田中は運動部を束ねる保健体育審議会(保体審)と120万人の会員を誇る校友会という2つの組織を足場にして、5期13年にわたり絶大な権力を振るった。だが、その「絶大な権力」を獲得するために田中が採用した手段はずいぶん非効率的なものであった。

保体審は各運動部の部長や監督コーチを招いて原宿の南国酒家で年に数回の宴会を行った。田中はそこで運動とはもともと縁がないけれども、名目上「部長」や「副部長」の肩書を与えられた教員たちの間を遊弋(ゆうよく)して「部長」と持ち上げ、「いい気分」にさせることに細かい気づかいを示した。

「これもまた、田中の人心掌握術・人脈づくりの一つなのであろう。運動部の部長に推薦された学部長は、たいてい田中シンパになった」(115頁)と森は書いている。

保体審と校友会という2つの権力基盤

学部長は理事になる。全学部の学部長を「シンパ」にすれば理事会で圧倒的多数派を形成することができる。単純な足し算であるが、これを恐ろしいほど愚直に行ったところに田中の非凡さはある。

大学経営に隠然たる力を持つ巨大組織校友会は田中体制が始まる前は混乱のきわみにあった。大学から受け取る運営予算をOBたちが「打合せ」と称して飲み食いに蕩尽し、にもかかわらず評議員や理事の選出母体として大学運営にはうるさく口を出した。田中は校友会本部の事務局長になると校友会刷新に乗り出し、それに成功した。

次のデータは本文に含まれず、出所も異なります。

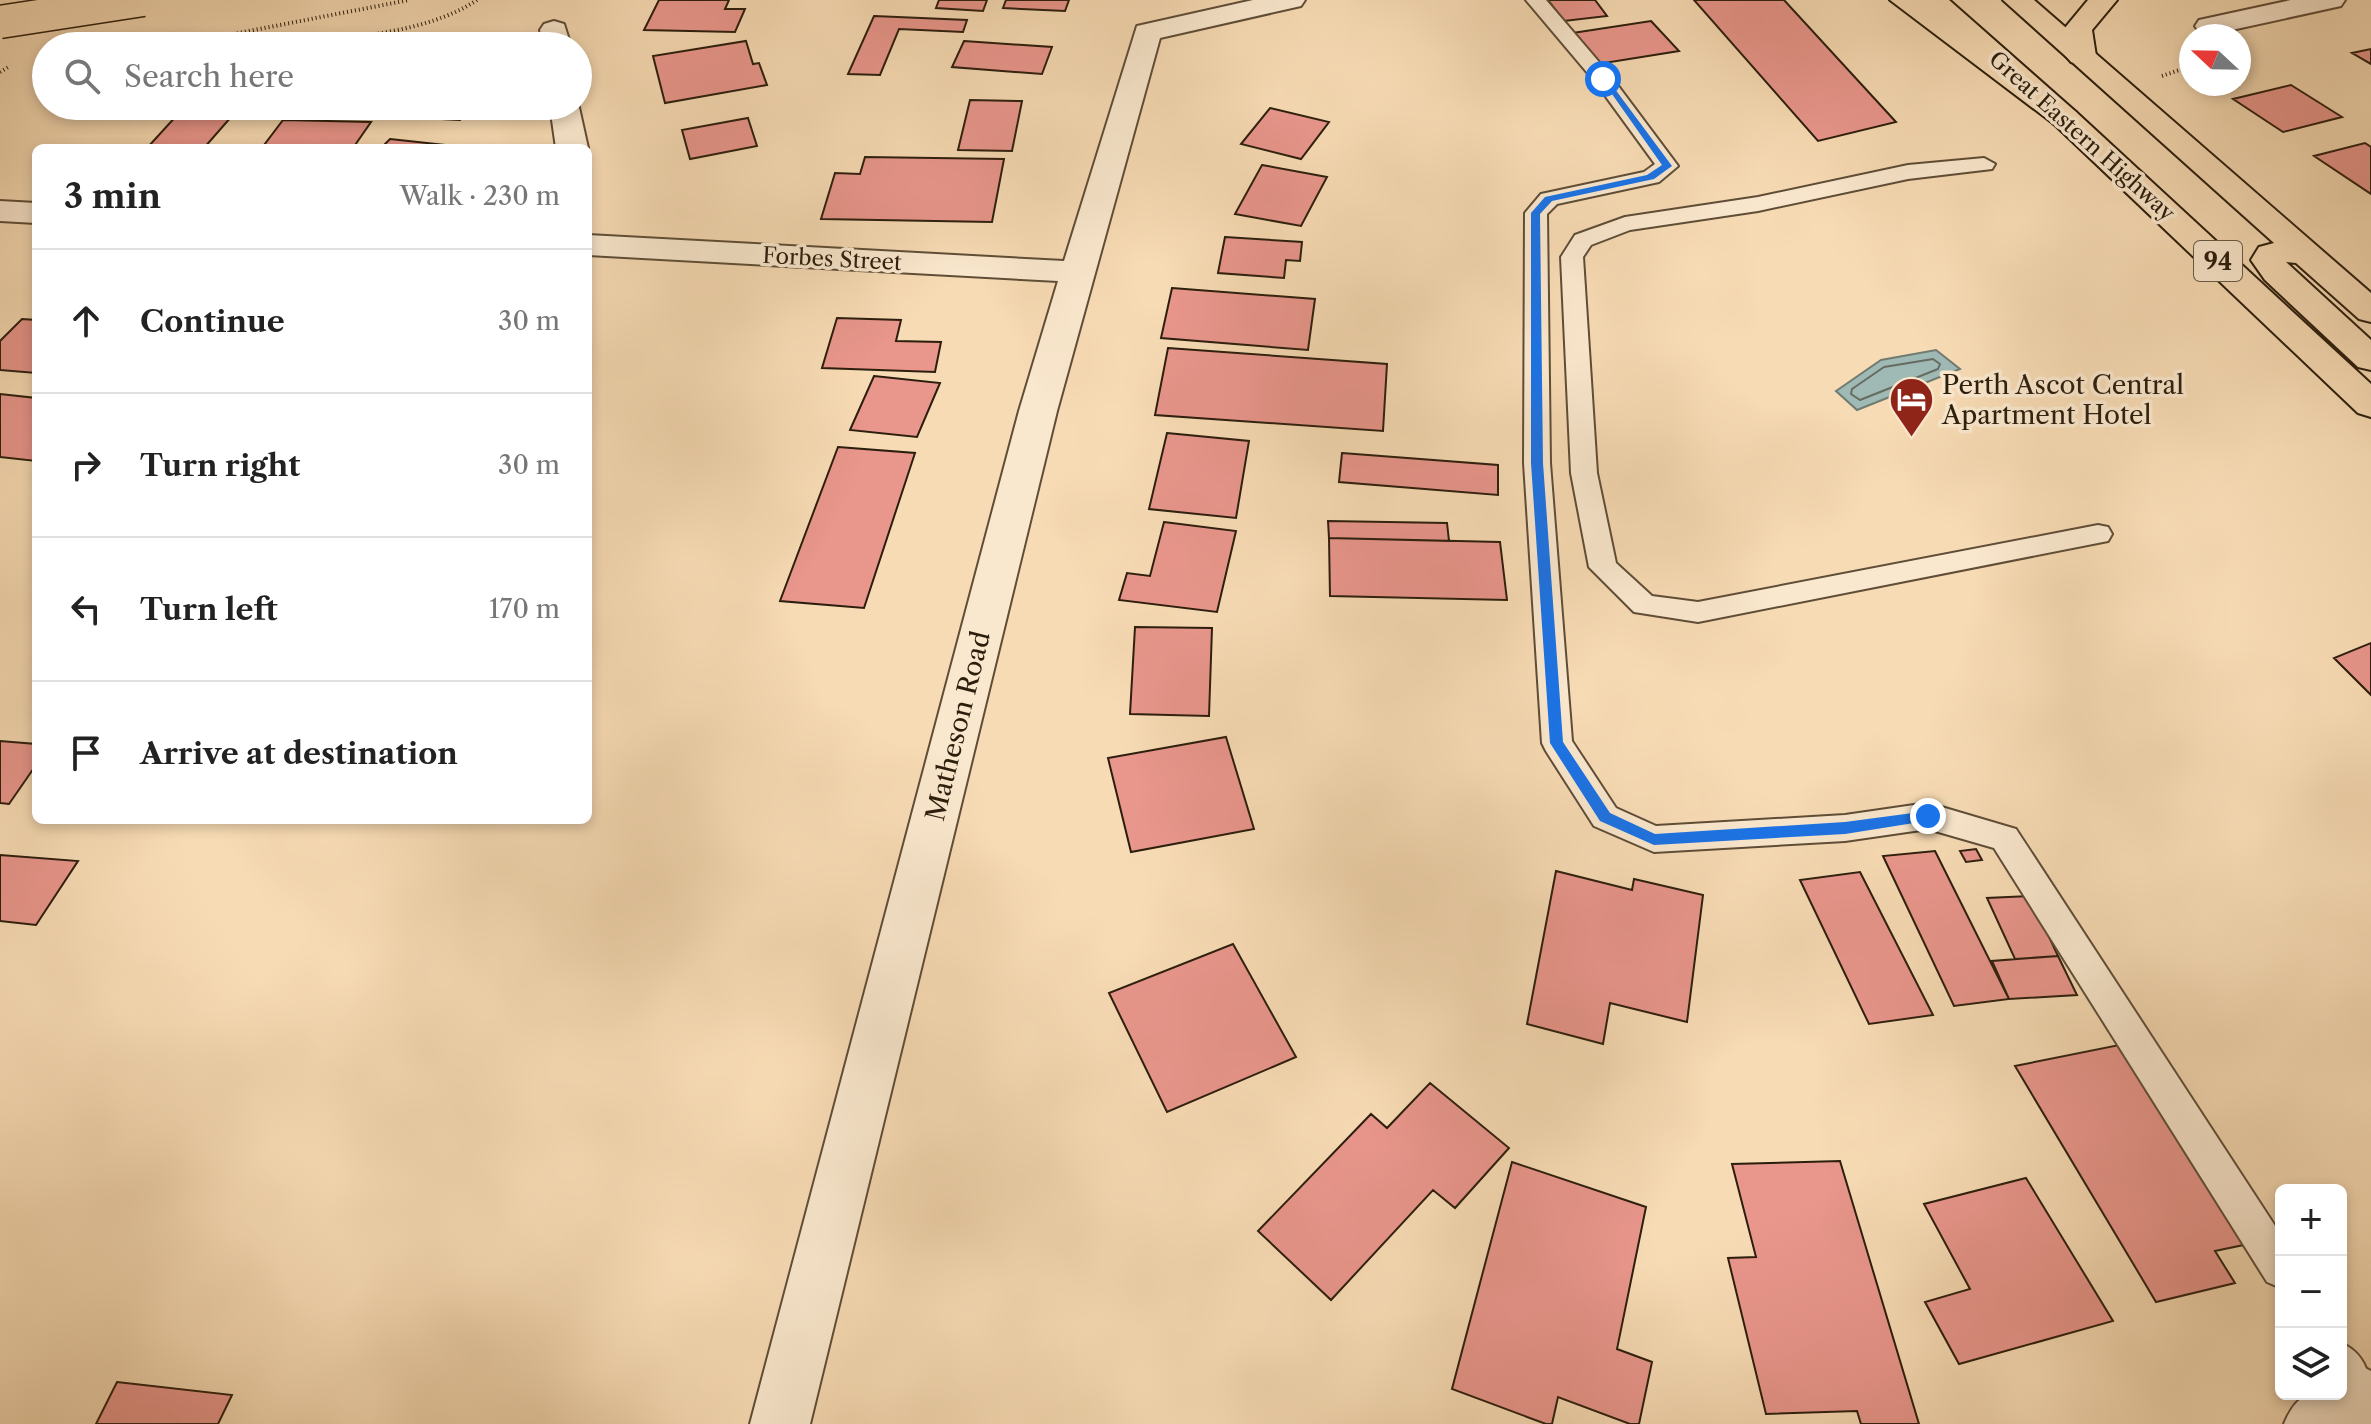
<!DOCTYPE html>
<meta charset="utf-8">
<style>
body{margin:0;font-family:"Libre Caslon Text",serif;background:#f2f2f2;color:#222}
.controls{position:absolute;right:24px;bottom:24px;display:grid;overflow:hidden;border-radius:12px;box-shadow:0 4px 12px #0003}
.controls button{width:72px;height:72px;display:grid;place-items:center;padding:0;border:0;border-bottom:2px solid #e0e0e0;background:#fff;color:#222;font:40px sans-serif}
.compass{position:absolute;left:2179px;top:24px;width:72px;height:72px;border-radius:50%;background:#fff;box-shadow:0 4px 12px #0003;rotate:292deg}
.stop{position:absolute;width:24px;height:24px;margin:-18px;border:6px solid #1a73e8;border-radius:50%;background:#fff}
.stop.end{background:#1a73e8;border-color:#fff;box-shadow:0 2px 8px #0008}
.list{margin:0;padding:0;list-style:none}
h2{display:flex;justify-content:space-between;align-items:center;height:104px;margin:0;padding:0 32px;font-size:34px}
h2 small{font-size:26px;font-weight:400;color:#767676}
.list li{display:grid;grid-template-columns:52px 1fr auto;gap:24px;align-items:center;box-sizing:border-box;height:144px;padding:0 32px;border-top:2px solid #e0e0e0}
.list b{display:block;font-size:30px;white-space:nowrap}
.list em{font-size:26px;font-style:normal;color:#767676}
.icon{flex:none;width:44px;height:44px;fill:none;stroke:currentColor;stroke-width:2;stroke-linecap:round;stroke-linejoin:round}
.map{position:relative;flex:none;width:2371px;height:1424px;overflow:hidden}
.search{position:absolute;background:#fff;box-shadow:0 4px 12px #0003;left:32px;top:32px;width:560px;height:88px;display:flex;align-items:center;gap:20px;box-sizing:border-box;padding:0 28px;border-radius:44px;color:#767676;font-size:30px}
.panel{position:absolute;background:#fff;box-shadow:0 4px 12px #0003;left:32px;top:144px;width:560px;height:680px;border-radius:12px}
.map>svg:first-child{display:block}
.water{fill:#9fb9b5;stroke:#717b72;stroke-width:2}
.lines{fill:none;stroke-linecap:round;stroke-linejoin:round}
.shore{stroke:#666c61;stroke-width:2}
.building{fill:#e9968c;stroke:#2c1e0d;stroke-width:2}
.service-casing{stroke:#5f4d37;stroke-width:4}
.minor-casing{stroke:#5f4d37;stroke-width:4}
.trunk-casing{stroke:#2c1e0d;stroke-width:4}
.motorway-casing{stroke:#2c1e0d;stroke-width:4}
.path{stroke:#2c1e0d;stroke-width:4;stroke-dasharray:1 3;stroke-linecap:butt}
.service{fill:#fae8ce;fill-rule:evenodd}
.minor{fill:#fae8ce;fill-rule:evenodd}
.trunk{fill:#f7dbb4;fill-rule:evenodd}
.motorway{fill:#f7dbb4;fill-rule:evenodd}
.motorway-bridge-casing{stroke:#2c1e0d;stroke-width:35;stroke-linecap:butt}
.motorway-bridge{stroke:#f7dbb4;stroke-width:32}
.route{fill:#1a73e8}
.labels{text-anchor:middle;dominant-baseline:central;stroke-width:7;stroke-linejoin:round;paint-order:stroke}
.far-street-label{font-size:22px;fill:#2c1e0d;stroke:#fae8ce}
.shield{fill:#fae8ce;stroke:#6a5b47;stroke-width:2}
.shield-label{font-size:24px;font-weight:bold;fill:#2c1e0d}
.poi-label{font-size:26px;fill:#2c1e0d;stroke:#fae8ce;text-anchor:start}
.street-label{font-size:26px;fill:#2c1e0d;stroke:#fae8ce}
</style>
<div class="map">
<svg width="2371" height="1424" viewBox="0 0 2371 1424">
<rect width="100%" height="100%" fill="#f7dbb4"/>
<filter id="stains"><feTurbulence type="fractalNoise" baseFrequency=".0025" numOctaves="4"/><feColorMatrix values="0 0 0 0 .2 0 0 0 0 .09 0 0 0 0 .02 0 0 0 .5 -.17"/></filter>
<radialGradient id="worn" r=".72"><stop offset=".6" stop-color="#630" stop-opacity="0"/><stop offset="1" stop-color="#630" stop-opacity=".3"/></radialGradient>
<path class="water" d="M 1936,350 L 1960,369 L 1857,410 L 1836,391 L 1881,360 Z"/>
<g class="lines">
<path class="shore" d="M 1933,359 L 1940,364 L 1938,369 L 1860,400 L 1851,394 L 1852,389 L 1884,367 Z"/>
</g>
<path class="building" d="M 659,0 L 729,0 L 725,9 L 745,9 L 735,32 L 644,30 Z
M 939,0 L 987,0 L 983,11 L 936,8 Z
M 1006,0 L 1069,0 L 1065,11 L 1003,8 Z
M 1548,0 L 1595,0 L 1607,16 L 1564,21 Z
M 1694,0 L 1784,0 L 1896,122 L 1818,141 Z
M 874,16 L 967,20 L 963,32 L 899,29 L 880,75 L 848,74 Z
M 1651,21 L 1679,51 L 1592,65 L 1566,34 Z
M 746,41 L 753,64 L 759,63 L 767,85 L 665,103 L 653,56 Z
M 964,41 L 1052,47 L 1042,74 L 952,67 Z
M 2371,49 L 2371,64 L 2352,53 Z
M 2291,85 L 2342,117 L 2283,132 L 2233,99 Z
M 970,100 L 1022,101 L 1012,151 L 958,150 Z
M 389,106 L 470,106 L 460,120 L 382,116 Z
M 1270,108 L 1329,122 L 1301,159 L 1241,144 Z
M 178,114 L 232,116 L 204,148 L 147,148 Z
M 748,118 L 757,146 L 690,159 L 682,130 Z
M 283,120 L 371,122 L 353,148 L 240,148 L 242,145 L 264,145 Z
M 390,139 L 473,148 L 381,148 Z
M 2365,143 L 2371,147 L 2371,194 L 2314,156 Z
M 865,157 L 1004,159 L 992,222 L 821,219 L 835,173 L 860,174 Z
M 1262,165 L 1327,177 L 1301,226 L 1235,214 Z
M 1225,237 L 1302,242 L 1300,261 L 1286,260 L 1284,278 L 1218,273 Z
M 1172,288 L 1315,299 L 1308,350 L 1161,338 Z
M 837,318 L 901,320 L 896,341 L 941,342 L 935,372 L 822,368 Z
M 22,319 L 36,320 L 36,373 L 0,370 L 0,341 Z
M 1168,348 L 1387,364 L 1383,431 L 1155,415 Z
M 874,376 L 940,383 L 917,437 L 850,430 Z
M 0,394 L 36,398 L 36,461 L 0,457 Z
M 1167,433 L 1249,441 L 1236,518 L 1149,509 Z
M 838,447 L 915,453 L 864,608 L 780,601 Z
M 1342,453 L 1498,465 L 1498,495 L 1339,482 Z
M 1328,521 L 1447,523 L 1449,541 L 1329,538 Z
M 1164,522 L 1236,531 L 1217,612 L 1119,600 L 1127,573 L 1150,576 Z
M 1329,538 L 1500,542 L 1507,600 L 1330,596 Z
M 1135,627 L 1212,628 L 1209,716 L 1130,714 Z
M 2371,643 L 2371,695 L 2334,658 Z
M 1226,737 L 1254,829 L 1131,852 L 1108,758 Z
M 0,741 L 36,744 L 36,765 L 9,804 L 0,803 Z
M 1976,849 L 1982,860 L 1966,862 L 1960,851 Z
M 1935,851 L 2009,999 L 1954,1006 L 1883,856 Z
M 0,855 L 78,861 L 36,925 L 0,921 Z
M 1556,871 L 1632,890 L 1634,879 L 1703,895 L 1687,1022 L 1610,1003 L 1603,1044 L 1527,1024 Z
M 1860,872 L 1933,1015 L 1869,1024 L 1800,880 Z
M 2030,896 L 2058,956 L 2015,959 L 1987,898 Z
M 1233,944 L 1296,1057 L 1167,1112 L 1109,993 Z
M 2058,956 L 2077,995 L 2009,999 L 1992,961 Z
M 2129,1043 L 2258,1242 L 2215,1251 L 2235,1283 L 2156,1302 L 2015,1066 Z
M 1430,1083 L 1509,1148 L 1455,1208 L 1433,1190 L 1331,1300 L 1258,1231 L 1371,1114 L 1387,1128 Z
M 1840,1161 L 1919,1424 L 1861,1424 L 1857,1411 L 1766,1414 L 1728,1258 L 1756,1257 L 1732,1164 Z
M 1512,1162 L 1646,1207 L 1617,1349 L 1652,1362 L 1639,1424 L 1630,1424 L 1558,1397 L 1552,1424 L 1546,1424 L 1452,1389 Z
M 2026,1178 L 2113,1321 L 1959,1364 L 1925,1302 L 1970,1289 L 1924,1204 Z
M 117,1382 L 232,1395 L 218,1424 L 96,1424 Z"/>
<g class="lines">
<defs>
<path id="service" d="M 1526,0 L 1546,0 L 1610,75 L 1678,166 L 1659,182 L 1557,204 L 1547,214 L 1550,463 L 1572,741 L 1616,808 L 1656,826 L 1845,815 L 1928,803 L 2016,829 L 2281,1235 L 2281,1288 L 2267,1282 L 1994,848 L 1928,829 L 1845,841 L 1654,852 L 1594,826 L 1546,751 L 1542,743 L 1524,463 L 1525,213 L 1541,194 L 1644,172 L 1655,164 L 1596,83 Z
M 1984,158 L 1995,164 L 1992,169 L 1908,179 L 1758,211 L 1630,230 L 1591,245 L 1583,257 L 1597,473 L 1616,563 L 1652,596 L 1698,602 L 2098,525 L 2108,527 L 2112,534 L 2108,541 L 1698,622 L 1634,612 L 1589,567 L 1571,473 L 1561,257 L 1575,235 L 1625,217 L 1758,197 L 1908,165 Z
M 2341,1343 C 2371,1356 2371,1384 2371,1414 L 2363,1417 L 2349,1411 L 2338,1394 L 2341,1394 Z"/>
<path id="minor" d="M 1253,0 L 1305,0 L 1301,6 L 1160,38 L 1057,411 L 810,1424 L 750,1424 L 1019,411 L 1058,281 L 588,255 L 588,235 L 1064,261 L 1137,26 Z
M 2291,0 L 2345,0 L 2341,6 L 2209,35 L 2199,32 L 2195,26 L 2199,20 Z
M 554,21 L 564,24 L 571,46 L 543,46 L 540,30 L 544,24 Z
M 578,103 L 588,148 L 556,148 L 550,106 L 578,106 Z
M 0,201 L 36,203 L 36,223 L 0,221 Z
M 2363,1367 L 2371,1371 L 2371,1424 L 2284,1424 C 2298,1391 2308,1394 2341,1394 L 2341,1377 Z"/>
<path id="trunk" d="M 1918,0 L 1949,0 L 2076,112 L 2371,384 L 2371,417 L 2358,413 L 2054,124 Z
M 2003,0 L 2034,0 L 2371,293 L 2371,322 L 2359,319 L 2296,263 L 2286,262 L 2371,340 L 2371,370 L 2358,367 L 2265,280 L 2251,260 L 2259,247 L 2274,243 Z"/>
<path id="motorway" d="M 1890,0 L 1922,0 L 2076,112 L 2080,118 L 2076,124 L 2065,127 L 2054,124 Z
M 2088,0 L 2117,0 L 2092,30 L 2096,56 L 2091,62 L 2081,65 L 2071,62 L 2066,56 L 2064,29 Z"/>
</defs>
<use href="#service" class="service-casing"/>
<use href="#minor" class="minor-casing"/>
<use href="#trunk" class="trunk-casing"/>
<use href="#motorway" class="motorway-casing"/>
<path class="path" d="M 158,41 L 168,43 L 218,37 L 409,0
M 287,46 C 348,36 424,35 477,0
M 0,72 L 10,66
M 2162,76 L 2191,66"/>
<use href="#service" class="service"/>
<use href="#minor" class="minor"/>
<use href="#trunk" class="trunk"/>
<use href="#motorway" class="motorway"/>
<defs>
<path id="motorway-bridge" d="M 0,22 L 143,0"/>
</defs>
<use href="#motorway-bridge" class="motorway-bridge-casing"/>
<use href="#motorway-bridge" class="motorway-bridge"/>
</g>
<path class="route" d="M 1600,77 L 1606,77 L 1672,166 L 1654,179 L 1552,201 L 1540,214 L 1543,463 L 1563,742 L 1610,813 L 1655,834 L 1845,822 L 1928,811 L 1935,816 L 1933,820 L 1845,834 L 1654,845 L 1600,821 L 1550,743 L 1531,463 L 1531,213 L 1545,197 L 1647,175 L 1662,165 Z"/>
<defs>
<symbol id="hotel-pin" viewBox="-11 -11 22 30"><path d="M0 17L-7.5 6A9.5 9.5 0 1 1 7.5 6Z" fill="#8f2418" stroke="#fae8ce"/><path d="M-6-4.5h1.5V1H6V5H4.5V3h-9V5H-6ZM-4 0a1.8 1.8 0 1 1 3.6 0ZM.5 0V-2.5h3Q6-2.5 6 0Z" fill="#fff"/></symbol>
</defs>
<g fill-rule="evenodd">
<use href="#hotel-pin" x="1886" y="374" width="51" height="69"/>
</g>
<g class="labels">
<g class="far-street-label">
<text transform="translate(2082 136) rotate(42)">Great Eastern Highway</text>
<text transform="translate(832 259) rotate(3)">Forbes Street</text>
</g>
<rect class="shield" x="2194" y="241" width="48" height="40" rx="6"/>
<g class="shield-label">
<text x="2218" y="261">94</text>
</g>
<g class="poi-label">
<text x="1942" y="385">Perth Ascot Central<tspan x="1942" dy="30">Apartment Hotel</tspan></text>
</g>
<g class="street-label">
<text transform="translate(958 726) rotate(-76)">Matheson Road</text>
</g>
</g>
<rect width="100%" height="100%" filter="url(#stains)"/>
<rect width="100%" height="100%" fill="url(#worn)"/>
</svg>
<div class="controls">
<button>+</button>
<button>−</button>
<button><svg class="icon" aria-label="layers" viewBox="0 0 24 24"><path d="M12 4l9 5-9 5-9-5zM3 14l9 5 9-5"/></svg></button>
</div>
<svg class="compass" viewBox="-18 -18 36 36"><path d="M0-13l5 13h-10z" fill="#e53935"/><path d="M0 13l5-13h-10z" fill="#767676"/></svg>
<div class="stop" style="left:1603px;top:79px"></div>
<div class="stop end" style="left:1928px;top:816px"></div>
<div class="search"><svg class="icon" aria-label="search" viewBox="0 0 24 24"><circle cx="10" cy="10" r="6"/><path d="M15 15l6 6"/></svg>Search here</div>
<section class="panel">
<h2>3 min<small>Walk · 230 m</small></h2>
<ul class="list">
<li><svg class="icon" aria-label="ahead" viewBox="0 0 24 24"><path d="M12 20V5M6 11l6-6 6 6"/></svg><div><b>Continue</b></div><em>30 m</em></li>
<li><svg class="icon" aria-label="right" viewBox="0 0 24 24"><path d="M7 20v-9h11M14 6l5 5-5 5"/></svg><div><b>Turn right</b></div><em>30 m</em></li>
<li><svg class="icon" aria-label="left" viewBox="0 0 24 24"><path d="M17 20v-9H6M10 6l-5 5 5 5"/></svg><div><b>Turn left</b></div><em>170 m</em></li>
<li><svg class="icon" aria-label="arrive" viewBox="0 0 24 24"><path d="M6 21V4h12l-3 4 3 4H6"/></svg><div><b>Arrive at destination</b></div></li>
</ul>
</section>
</div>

「全国各地の支部の会合に精力的に顔を出す一方、上京してきた地方の役員や幹部とも気軽に酒を酌み交わし、あちこちに『田中シンパ』を生んだ。そうして着々と自らの権力基盤を固めていったのです」(122頁)という証言を森は拾い上げている。これもずいぶんと手間のかかる派閥形成だけれど、手間がかかる分だけ確実だということはあるだろう。